Dias e dias distante do meu tutor
Médica veterinária explica como lidar com o comportamento dos cães na ausência de seus donos
Elisama Ximenes
Os pais de Rebeca viajaram no início do mês de julho. Desde então Bilbo, o cão da casa, mudou o comportamento. O vira-lata, que costumava ser agitado e brincalhão, agora anda triste, quieto e muito carente. A ausência dos seus tutores causou a mudança e levanta uma reflexão sobre a possibilidade de os pets sentirem saudade. A quietude de Bilbo, no entanto, não é um comportamento único em todos os cães com saudade. Alguns ficam mais agressivos ou mais agitados, fazendo-se irreconhecíveis. A médica veterinária Patricia Lorena Neves, doutora em Ciência Animal, explica como isso funciona e por que há essa disparidade de comportamentos entre os animais.
A doutora elucida que o que os cães sentem é, na verdade, uma síndrome da ansiedade da separação. O seu comportamento varia de acordo com o tipo da sua criação e também tem influências genéticas. Quer dizer, um cão que foi educado a se comportar vai ficar mais quieto, e o contrário também ocorre. Já com relação à herança genética, raças com tendências mais agitadas apresentarão um comportamento mais agitado também. No caso de Bilbo, Rebeca conta que ele foi criado de um modo mais agitado, sempre brincando e recebendo atenção, no entanto, o comportamento na ausência é de quietude. Doutora Patrícia explica que isso ocorre porque a síndrome da ansiedade pode resultar em uma depressão.
Além do comportamento resguardado, o vira-lata também apresentou dificuldades para comer. “Isso é causado pela ansiedade que é gerada no animal”, explica a veterinária. Ela recomenda, ainda, que a pessoa que estiver cuidando do cão, durante este tempo de ausência dos tutores, busque ajuda e procure recursos que evitem que o cão fique desnutrido ou depressivo. “A gente chegou a dar comida na boca dele, quando ele se recusava a comer; também misturo com um pouco de carne na ração”, conta Rebeca. No caso da tristeza, a veterinária indica que os cuidadores deixem brinquedos disponíveis para o pet. “Deixar um som ambiente, quando ele estiver só, também ajuda, porque diminui a sensação de solidão”, explica Patrícia. Segundo ela, outra dica é deixar roupas usadas com o cheiro do tutor disponíveis para que o cão não sinta tanto a sua falta.

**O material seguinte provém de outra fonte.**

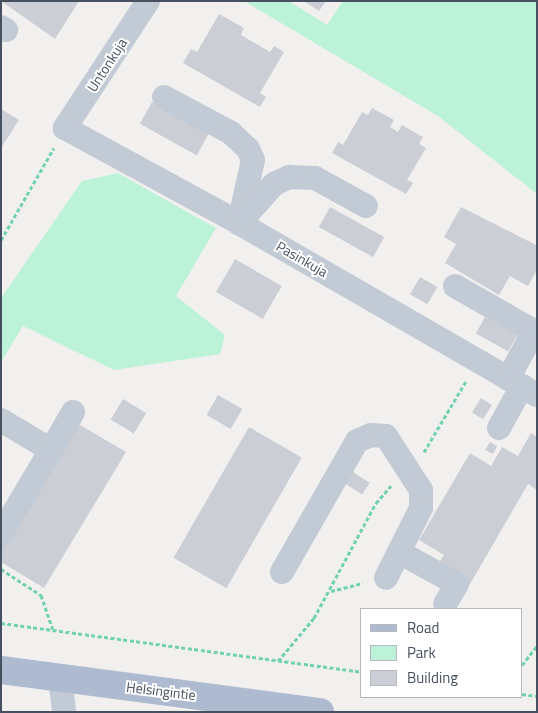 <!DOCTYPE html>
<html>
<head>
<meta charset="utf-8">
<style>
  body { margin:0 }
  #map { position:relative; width:538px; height:713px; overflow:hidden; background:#f2f0ef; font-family:"Titillium Web",sans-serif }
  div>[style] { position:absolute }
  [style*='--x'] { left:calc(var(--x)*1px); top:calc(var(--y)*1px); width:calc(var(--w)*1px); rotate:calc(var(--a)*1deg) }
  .green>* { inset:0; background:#bcf2d8 }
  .building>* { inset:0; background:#cbced5; transform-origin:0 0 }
  .path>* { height:3px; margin-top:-1.5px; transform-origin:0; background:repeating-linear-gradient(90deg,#71d2af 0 4px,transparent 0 6.5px) }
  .minor>* { height:24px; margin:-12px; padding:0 12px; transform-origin:12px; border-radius:12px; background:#c2cad5 }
  .major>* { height:28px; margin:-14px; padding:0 14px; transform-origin:14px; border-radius:14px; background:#aebad0 }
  span { translate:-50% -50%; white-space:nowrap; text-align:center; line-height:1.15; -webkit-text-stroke:4px #fff; paint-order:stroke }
  .street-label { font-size:14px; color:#46505e }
  .frame { position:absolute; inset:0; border:2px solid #46505e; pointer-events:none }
  .legend { position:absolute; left:360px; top:608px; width:162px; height:90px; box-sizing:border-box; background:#fff; border:1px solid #b5b9bf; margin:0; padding:6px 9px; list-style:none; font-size:15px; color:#46505e }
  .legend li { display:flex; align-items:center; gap:10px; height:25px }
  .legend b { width:25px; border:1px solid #b5b9bf }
</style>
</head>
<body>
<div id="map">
  <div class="green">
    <i style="clip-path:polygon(244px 1px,289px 1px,327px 25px,343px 1px,537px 1px,537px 194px,438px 116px)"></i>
    <i style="clip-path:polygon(118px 173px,216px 228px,176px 296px,225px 335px,220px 354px,114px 370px,23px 326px,1px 362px,1px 298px,82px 181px)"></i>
  </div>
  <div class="building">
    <i style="clip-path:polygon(1px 1px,79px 1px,55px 39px)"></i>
    <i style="clip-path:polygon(304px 1px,326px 1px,319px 11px)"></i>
    <i style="clip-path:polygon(219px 14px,244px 28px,241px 35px,270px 52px,274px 46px,284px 52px,260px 93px,266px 97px,260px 107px,183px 63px,191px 49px,197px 52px)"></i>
    <i style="left:152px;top:102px;width:65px;height:25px;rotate:29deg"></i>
    <i style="clip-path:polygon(372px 108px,394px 120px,390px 127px,398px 132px,402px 125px,423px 137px,419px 144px,426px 148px,407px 180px,413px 183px,406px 194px,332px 153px,338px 142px,343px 145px,362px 112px,368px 115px)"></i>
    <i style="clip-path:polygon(1px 109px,19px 120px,1px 148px)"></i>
    <i style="left:330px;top:207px;width:62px;height:23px;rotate:29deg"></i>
    <i style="clip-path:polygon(461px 207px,536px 245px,537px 270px,528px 286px,510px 276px,499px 295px,445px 263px,456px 244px,444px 237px)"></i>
    <i style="left:235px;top:259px;width:54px;height:38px;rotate:30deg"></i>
    <i style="left:420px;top:277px;width:20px;height:20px;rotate:30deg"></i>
    <i style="left:485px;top:317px;width:37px;height:19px;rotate:29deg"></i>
    <i style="left:218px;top:395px;width:28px;height:23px;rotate:30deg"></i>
    <i style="left:481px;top:398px;width:13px;height:17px;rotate:32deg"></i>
    <i style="left:123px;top:399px;width:27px;height:24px;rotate:31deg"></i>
    <i style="clip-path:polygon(75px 422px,126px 452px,44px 588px,1px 562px,1px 545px)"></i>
    <i style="left:249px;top:427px;width:61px;height:151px;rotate:30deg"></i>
    <i style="clip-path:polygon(531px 433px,537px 437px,537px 490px,528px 484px,469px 586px,436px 567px,444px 555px,419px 540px,470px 453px,491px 466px,502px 447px,518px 456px)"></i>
    <i style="clip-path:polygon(490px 442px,497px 446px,493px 454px,485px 450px)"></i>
    <i style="left:351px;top:471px;width:22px;height:14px;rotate:32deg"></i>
  </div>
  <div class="path">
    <i style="--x:1;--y:240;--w:106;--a:-60.1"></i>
    <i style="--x:424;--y:452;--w:82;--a:-59.4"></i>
    <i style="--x:1;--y:569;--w:48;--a:33"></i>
    <i style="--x:41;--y:595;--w:37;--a:71"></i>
    <i style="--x:331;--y:591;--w:33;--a:-14"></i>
    <i style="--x:1;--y:623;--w:364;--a:7.7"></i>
    <i style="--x:278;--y:661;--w:56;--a:-50.1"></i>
    <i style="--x:314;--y:618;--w:131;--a:-61.7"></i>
    <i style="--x:376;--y:503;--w:23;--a:-49"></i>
    <i style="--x:522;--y:665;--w:24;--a:-52"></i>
    <i style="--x:522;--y:694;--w:15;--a:8"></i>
  </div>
  <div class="minor">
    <i style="--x:148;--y:1;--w:152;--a:123.2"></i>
    <i style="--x:65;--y:128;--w:198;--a:28.6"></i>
    <i style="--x:239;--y:223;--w:344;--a:30"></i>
    <i style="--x:1;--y:27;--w:6;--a:31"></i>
    <i style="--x:164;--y:97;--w:76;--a:28.2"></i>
    <i style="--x:231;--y:133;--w:23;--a:43"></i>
    <i style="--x:248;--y:149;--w:12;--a:66"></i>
    <i style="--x:253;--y:160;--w:65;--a:102.5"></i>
    <i style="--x:244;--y:218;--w:45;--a:-48.6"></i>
    <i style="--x:274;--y:184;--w:17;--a:-25"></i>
    <i style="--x:289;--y:177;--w:26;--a:2"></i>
    <i style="--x:315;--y:178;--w:58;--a:28.8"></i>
    <i style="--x:455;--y:286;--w:91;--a:29.7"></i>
    <i style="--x:508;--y:379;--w:55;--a:-61.6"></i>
    <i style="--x:534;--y:331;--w:4;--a:34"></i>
    <i style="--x:1;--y:420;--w:58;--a:31"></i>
    <i style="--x:51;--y:450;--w:98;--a:120.8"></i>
    <i style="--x:499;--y:428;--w:48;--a:-61.3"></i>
    <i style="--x:51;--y:450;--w:44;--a:-59.9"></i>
    <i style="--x:399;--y:552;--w:66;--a:28.9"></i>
    <i style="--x:457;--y:584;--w:23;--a:121"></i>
    <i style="--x:282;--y:572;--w:151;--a:-60.2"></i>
    <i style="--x:357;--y:441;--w:15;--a:-23"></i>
    <i style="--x:371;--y:435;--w:15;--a:4"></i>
    <i style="--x:386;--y:436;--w:64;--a:57.1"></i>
    <i style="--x:421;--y:490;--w:18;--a:90"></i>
    <i style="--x:421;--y:508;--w:78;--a:116.6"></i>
    <i style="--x:60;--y:678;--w:34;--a:83"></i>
  </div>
  <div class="major">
    <i style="--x:1;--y:670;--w:322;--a:7.5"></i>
  </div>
  <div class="street-label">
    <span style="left:107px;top:65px;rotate:-57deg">Untonkuja</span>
    <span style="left:302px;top:259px;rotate:30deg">Pasinkuja</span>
    <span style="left:161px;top:691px;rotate:7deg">Helsingintie</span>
  </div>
  <div class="frame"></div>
  <ul class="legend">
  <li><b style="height:6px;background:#aebad0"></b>Road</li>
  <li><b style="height:14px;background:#bcf2d8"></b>Park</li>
  <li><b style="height:14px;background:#cbced5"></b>Building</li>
  </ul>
</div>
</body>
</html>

De acordo com a veterinária, é fundamental que medidas para compensar essa recusa a comer, beber água ou, em alguns casos, dormir, deve ser tratada, porque influencia na qualidade de vida do cão. Caso as recomendações feitas por Patrícia não sejam suficientes, ela recomenda que o pet seja levado a uma clínica veterinária, onde prescreverão remédios para tranquilizar o cão. Ainda como forma de prevenção, Patrícia Neves aconselha que os pets passem por treinamentos para ausência e presença do tutor.
A doutora, que é mestre em sanidade animal, explica, ainda, que a tristeza se dá porque o cão se sente abandonado independente do tempo de duração da ausência. “Ele sente isso desde o momento em que percebe que o dono vai sair, tanto que não sai de perto, ou fica muito carente quando o dono está se arrumando para trabalhar”, exemplifica a veterinária. No Bilbo, esse comportamento é comum. Rebeca conta que ele já fica muito carente e começa a seguir os donos por todos os lados quando percebe que vão sair. Por esse mesmo motivo, a alegria do animal quando o tutor retorna é intensa.
Bilbo é um cão que tem atenção o dia inteiro. Toda a hora do dia tem alguém em casa e, pelo menos uma vez ao dia, alguém sai para passear com ele. No momento da ausência dos principais donos, o único momento em que fica alegre é quando Rebeca ou o tio Márcio o chamam para passear. No caso de pets que ficam sozinhos a maior parte do dia, a veterinária esclarece que o momento do passeio é essencial. “O exercício físico deixa o cão mais tranquilo e mais próximo do dono também”, explica.
Diferente de Bilbo, muitos cães transformam o sentimento de abandono em choros, uivos e latidos repetitivos. “É preciso estar atento a essa vocalização, porque isso pode provocar transtornos com os vizinhos”, ressalta Patrícia. Ela ainda lembra que a Lei nº 3688/41 prescreve, no parágrafo 4º do Artigo 42, que provocar ou não impedir barulhos provocados por animais pode incorrer em punição com multa ou, até mesmo, prisão do dono. Por isso é importante que o dono conheça o seu cão, saiba como ele se comporta na ausência e aja na prevenção e tratamento desse comportamento. No caso de viagens, se o período da ausência for muito longo, a veterinária recomenda que o cão seja levado, porque os pets sentem amor pelos donos. “Isso para viagens de mais de três meses ou anos”, explica.